Civil War Engineer, Robert S. Paul, Manuscript Archive
50 Letters, 1860-1907, (bulk 1862-1866).
Robert S. Paul (1843-1905) was a member of the Army Corps of Engineers during the Civil War, based out of Cincinnati, Ohio. He was the third son of Hosea Paul and Ellen Gamble from Cuyahoga, Ohio. Hosea Sr., Hosea Jr. and Robert all worked as surveyors and engineers, and at age 19 Robert joined the Civil War.
Robert S. Paul worked in the Civil War as a part of the Army Corps of Engineers supply companies in Cincinnati. According to the application of his widow in 1907 for a new discharge certificate, he was in charge of the quartermasters and commissary stores and also in the engineering department or corps. The collection contains letters with direct orders from James Hervey Simpson, with instructions regarding supplies. Robert’s brother Harrison was the leader of multiple companies and was responsible for building fortifications around Cincinnati. Some of the most interesting parts of the collection describe Robert’s experiences in Cincinnati. He has a very strong point of view, and describes his disappointment with seeing the city where he was stationed.
In August 1862 he arrived in Cincinnati, and wrote to his parents of the problems the city had with enlistment, as there was a large and vocal secessionist community. He also said, This city is very dirty, when I got here it was about 6 o’clock in the morning and I could see the city for the smoke if Pittsburg is any smokier and dirtier it must be pretty dirty. On August 25 he wrote, Cincinnati is not a very pretty place it is so dirty and hot and no trees. Cleveland is a very pretty place Cincinnati cannot be compared to at all, but Cincinnati has very fine buildings…Brick houses with no blind fences or trees. That month he also wrote, I am getting settled down here but still I do not like the place very well. I should think this would be called the hog city for I saw a drove of hogs, several thousand I should think passing through one of the principal streets. On September 14, Robert noted that there was a great influx of squirrel hunters for a few days past but I hear they are going home as fast as they can as there are over 75,000 troops here to fight the whole. The “squirrel hunters” were local militia volunteers who were instructed to defend Cincinnati from September 1-13, 1862 when it was threatened by Confederate forces. After this attack, the fortifications around Cincinnati were increased significantly, and Robert participated in that process.
Many of his letters describe the work his brother Harrison was doing with the assistance of the brigades that he commanded.
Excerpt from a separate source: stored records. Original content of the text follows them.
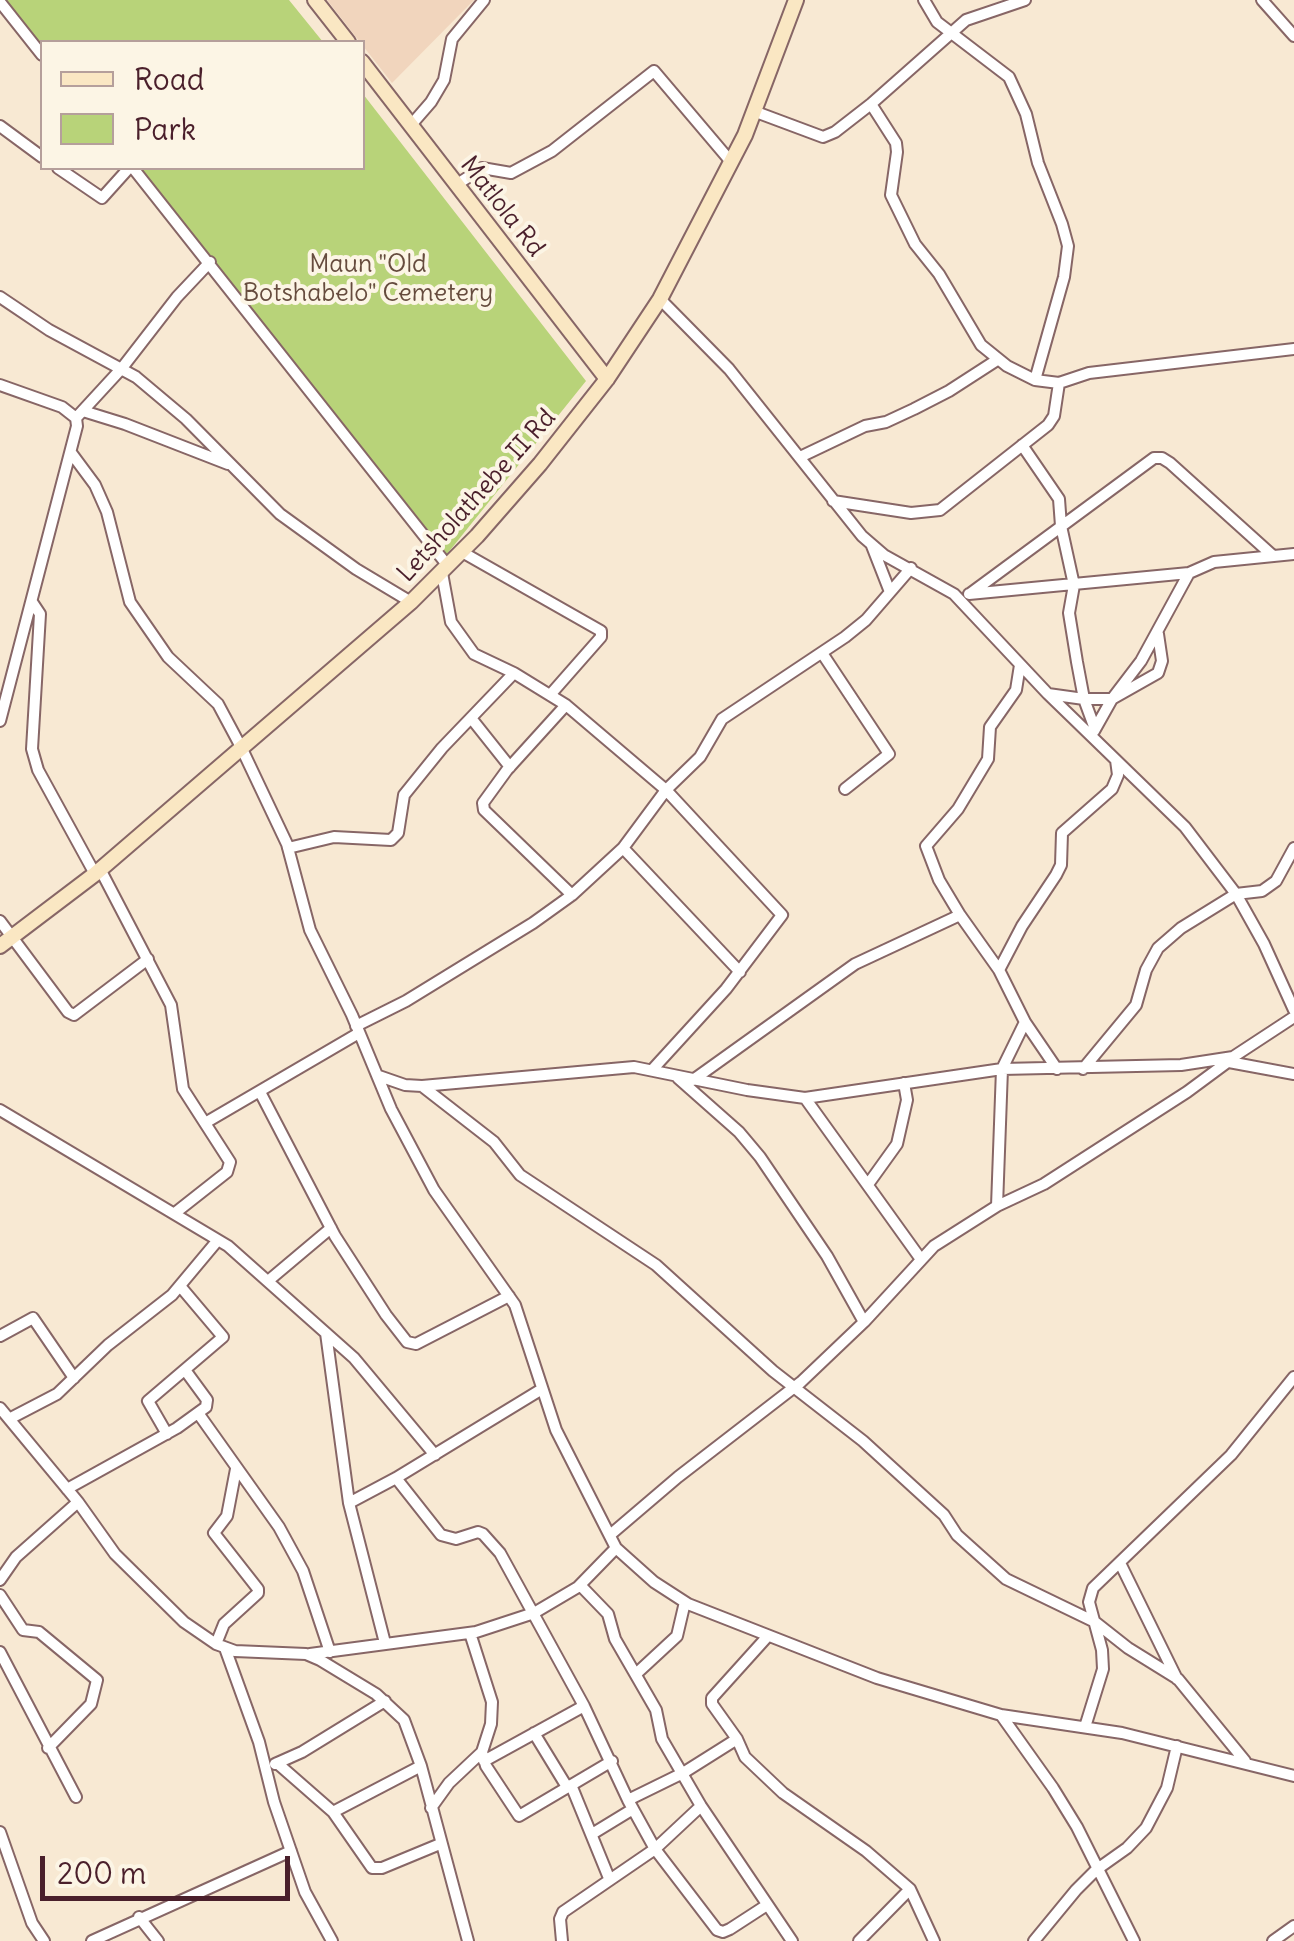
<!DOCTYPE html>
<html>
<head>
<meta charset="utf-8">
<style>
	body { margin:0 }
	#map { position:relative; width:1294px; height:1941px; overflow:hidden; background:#f8e9d3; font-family:Delius,sans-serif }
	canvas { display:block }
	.legend { position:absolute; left:40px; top:40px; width:325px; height:130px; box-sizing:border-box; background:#fcf5e5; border:2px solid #b59f9b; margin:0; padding:12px 18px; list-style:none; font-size:30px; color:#4a1f2b }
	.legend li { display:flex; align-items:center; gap:20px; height:50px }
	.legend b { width:50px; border:2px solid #b59f9b }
	.scale { position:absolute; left:40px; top:1856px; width:250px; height:45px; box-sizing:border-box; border:5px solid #4a1f2b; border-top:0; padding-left:12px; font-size:30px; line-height:35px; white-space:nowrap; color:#4a1f2b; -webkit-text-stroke:8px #fcf5e5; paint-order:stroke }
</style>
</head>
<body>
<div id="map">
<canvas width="1294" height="1941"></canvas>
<ul class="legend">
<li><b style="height:12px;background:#fae7c3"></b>Road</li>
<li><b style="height:28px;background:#b8d379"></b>Park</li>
</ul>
<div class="scale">200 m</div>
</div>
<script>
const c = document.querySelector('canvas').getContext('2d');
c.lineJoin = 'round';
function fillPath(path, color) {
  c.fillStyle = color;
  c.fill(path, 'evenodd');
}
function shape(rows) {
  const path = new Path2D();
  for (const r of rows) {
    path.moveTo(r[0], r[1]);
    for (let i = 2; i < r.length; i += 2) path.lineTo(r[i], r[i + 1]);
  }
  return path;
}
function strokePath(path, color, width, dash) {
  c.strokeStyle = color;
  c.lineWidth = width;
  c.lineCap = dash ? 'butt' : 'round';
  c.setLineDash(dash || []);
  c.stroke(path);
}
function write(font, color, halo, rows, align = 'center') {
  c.font = font + ' Delius,sans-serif';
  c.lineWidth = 8;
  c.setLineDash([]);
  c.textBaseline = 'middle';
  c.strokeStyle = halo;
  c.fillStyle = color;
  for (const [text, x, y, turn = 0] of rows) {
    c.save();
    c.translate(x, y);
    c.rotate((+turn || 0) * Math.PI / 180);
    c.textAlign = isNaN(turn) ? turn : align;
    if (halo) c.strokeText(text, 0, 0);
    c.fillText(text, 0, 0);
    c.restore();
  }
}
fillPath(shape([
	[327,0,474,0,392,83]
]), '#f1d5bd');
fillPath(shape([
	[4,0,289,0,323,42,42,42,42,48],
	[363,94,586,381,447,554,138,168,362,168]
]), '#b8d379');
const street = shape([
	[1262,0,1294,36],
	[0,2,42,55],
	[871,104,896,143,897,152,891,195,915,244,939,274,981,345,1007,366,1035,380],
	[756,112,823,137,835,132,871,104,966,20,1025,0],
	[411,125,431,102,444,80,452,39,484,0],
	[0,126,42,157],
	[58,168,102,198,129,168],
	[133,168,448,566],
	[456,185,482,168,511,173,552,151,654,71,732,163],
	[0,297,49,330,136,377,186,419,280,514,356,569,411,602],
	[660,299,729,369,862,536,884,555,954,594,1048,694,1185,827,1236,894,1264,944,1294,1010],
	[1059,383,1089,373,1294,349],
	[0,385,62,407,76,418,77,426,0,721],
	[83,411,125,424,228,464],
	[76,418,122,368,177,297,210,262],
	[1022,445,1059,499,1061,526,1074,585,1069,613,1077,662,1084,699,1095,729],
	[72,454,95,485,107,512,130,602,168,657,218,704,241,747,287,844,310,930,352,1015,391,1109,434,1190,515,1305,556,1430,616,1548,654,1582,688,1604,877,1678,1001,1715,1122,1733,1294,1776],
	[800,457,865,426,886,422,914,409,949,391,997,360],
	[833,501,911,513,940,510,1048,425,1054,416,1059,383,1035,380,1064,277,1068,246,1062,224,1038,163,1026,114,1009,77,937,22,924,0],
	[872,546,890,592],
	[462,552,601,631,601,637,550,695],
	[442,573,451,622,474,654,514,673,566,705,666,790,700,757,722,719,845,637,866,620,911,568],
	[971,593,1154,458,1162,458,1170,463,1272,555],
	[969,594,1189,573,1214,562,1294,554],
	[32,602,40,614,32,749,38,770,95,874],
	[822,653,889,754,845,789],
	[1048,694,1084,699,1112,699,1158,673,1162,661,1158,634],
	[566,705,507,770,483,803,484,810,572,895],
	[471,718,510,767],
	[1094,731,1112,699,1141,661,1189,573],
	[288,848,334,837,391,840,398,833,404,795,442,748,514,673],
	[623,848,740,972],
	[100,869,171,1005,183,1089,230,1162,227,1172,175,1213],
	[960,915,939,880,926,846,958,809,988,759,990,727,1016,690,1020,665],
	[0,921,68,1012,74,1015,148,959],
	[999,970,1022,926,1056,875,1061,865,1062,833,1112,789,1118,775,1116,760],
	[1025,1022,1057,1069],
	[356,1026,406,1001,533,923,572,895,623,848,666,790,782,915,726,989,652,1070],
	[1229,1062,1294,1074],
	[1083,1069,1136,1005,1146,970,1158,948,1181,928,1236,894,1262,891,1276,881,1294,848],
	[379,1076,405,1085,422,1086,634,1067,747,1090,805,1098,1002,1069,1181,1065,1233,1057,1294,1017],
	[678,1078,739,1132,760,1157,827,1256,864,1322],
	[693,1080,855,964,960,915,999,970,1025,1022,1002,1069,997,1206],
	[422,1086,494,1142,520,1175,656,1265,773,1371,863,1441,944,1515,957,1535,1006,1579,1095,1622,1128,1648,1178,1679,1245,1761],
	[260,1092,335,1236,386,1315,407,1342,416,1344,509,1296],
	[805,1098,920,1258],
	[0,1110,228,1246,354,1358,435,1455],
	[205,1123,359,1033],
	[869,1183,897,1144,907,1100,904,1083],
	[268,1281,331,1228],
	[326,1333,349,1503,385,1643],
	[0,1336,33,1318,74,1378],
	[0,1408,78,1502,115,1554,184,1622,216,1644,235,1651,306,1654,320,1660,376,1694,404,1720,421,1766,468,1941],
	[198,1413,279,1527,303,1571,330,1652],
	[9,1419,57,1394,108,1345,172,1295,218,1240],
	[167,1434,148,1401,223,1337,180,1286],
	[396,1478,441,1535,456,1539,478,1532,483,1534,500,1553,584,1706,628,1800,655,1849,717,1930,723,1932,730,1929,767,1905],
	[67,1489,177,1428,206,1407,207,1400,185,1370],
	[349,1503,396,1478,542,1389],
	[610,1535,678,1477,801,1382,864,1322,934,1246,997,1206,1044,1184,1187,1092,1233,1058],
	[1120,1563,1177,1679],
	[0,1580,16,1557,78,1502],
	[580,1585,608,1614,615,1639,656,1710,662,1739,701,1806,792,1941],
	[0,1595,23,1630,39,1632,97,1680,91,1704,48,1748],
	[767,1637,712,1698,712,1704,737,1739,745,1757,783,1793,866,1851,910,1889,934,1941],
	[216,1644,224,1624,258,1593,258,1589,214,1533,227,1516,236,1469],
	[225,1648,259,1742,274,1802,305,1892,332,1941],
	[0,1652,76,1797],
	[310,1654,476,1632,534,1613,578,1587,616,1548],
	[637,1673,677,1636,685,1602],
	[1001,1715,1053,1788,1077,1827,1134,1941],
	[1085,1727,1103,1669,1102,1650,1089,1602,1093,1588,1231,1455,1294,1377],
	[534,1733,567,1787],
	[482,1752,486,1766,519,1816,612,1761],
	[484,1761,584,1706],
	[277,1763,333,1812,372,1868,382,1868,440,1844],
	[275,1764,302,1752,385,1701],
	[571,1785,609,1878],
	[628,1800,683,1773,737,1739],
	[431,1808,449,1783,482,1752,491,1724,492,1702,470,1633],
	[333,1812,421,1766],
	[0,1832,32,1923,44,1941],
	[592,1834,633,1809],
	[139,1917,158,1941],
	[92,1941,291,1851],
	[562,1941,560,1919,563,1912,655,1849,701,1806],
	[859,1941,910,1889],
	[1034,1941,1076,1890,1096,1870,1127,1848,1146,1828,1167,1788,1177,1746],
	[1273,1941,1294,1926]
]);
const secondary = shape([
	[315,0,348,42],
	[362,62,607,379],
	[0,946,95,874,411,602,477,536,540,464,607,379,660,299,745,135,796,0]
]);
strokePath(street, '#876666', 14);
strokePath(secondary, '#876666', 18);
strokePath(street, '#fff', 10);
strokePath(secondary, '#fae7c3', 14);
write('25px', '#4a1f2b', '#fcf5e5', [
	["Matlola Rd",502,207,52],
	["Letsholathebe II Rd",477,496,-48]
]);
write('25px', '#664c3e', '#fcf5e5', [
	["Maun \"Old",368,265],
	["Botshabelo\" Cemetery",368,294]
]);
</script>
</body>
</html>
On October 17, 1862 from Camp Shaler, Robert described the arrival of General George Washington Morgan into camp, after his retreat from the forces of Col. John H. Morgan, A day or two ago one brigade of Gen. Morgan’s army from Cumberland Gap came into Covington. They were rigged out in all the pomp and pride of glorious war over the left any one seeing them could exclaim “Who would not be a soldier boy.” Well I never in all my life saw a more ragged, gaunt, famine stricken set of men in all my life. Let me describe the company of them. In the first rank the first man has on a straw hat without a brim his hair and whiskers one of six months growth he has a linen coat+ a pair of Kentucky jean pants so dirty and torn that you could not tell what color they originally were… Robert Paul’s colorful language shows an extremely cynical view of the war effort, but provides wonderful understanding of the Ohio Valley during this period.
This archive as well as others from the Paul family also features several examples of Civil War-dated letters between Robert and his father and brothers containing encrypted messages, presumably connected to the family's wartime activities. While the letters are signed in the writer's hand, the content is indecipherable.
After returning from the war, Robert got married in 1873 and fathered five children. He died in 1905 in Akron, OH. After the war, one of his major interests was working with the Cuyahoga Falls Literary Club, and most of the post-Civil War letters are related to membership in the club.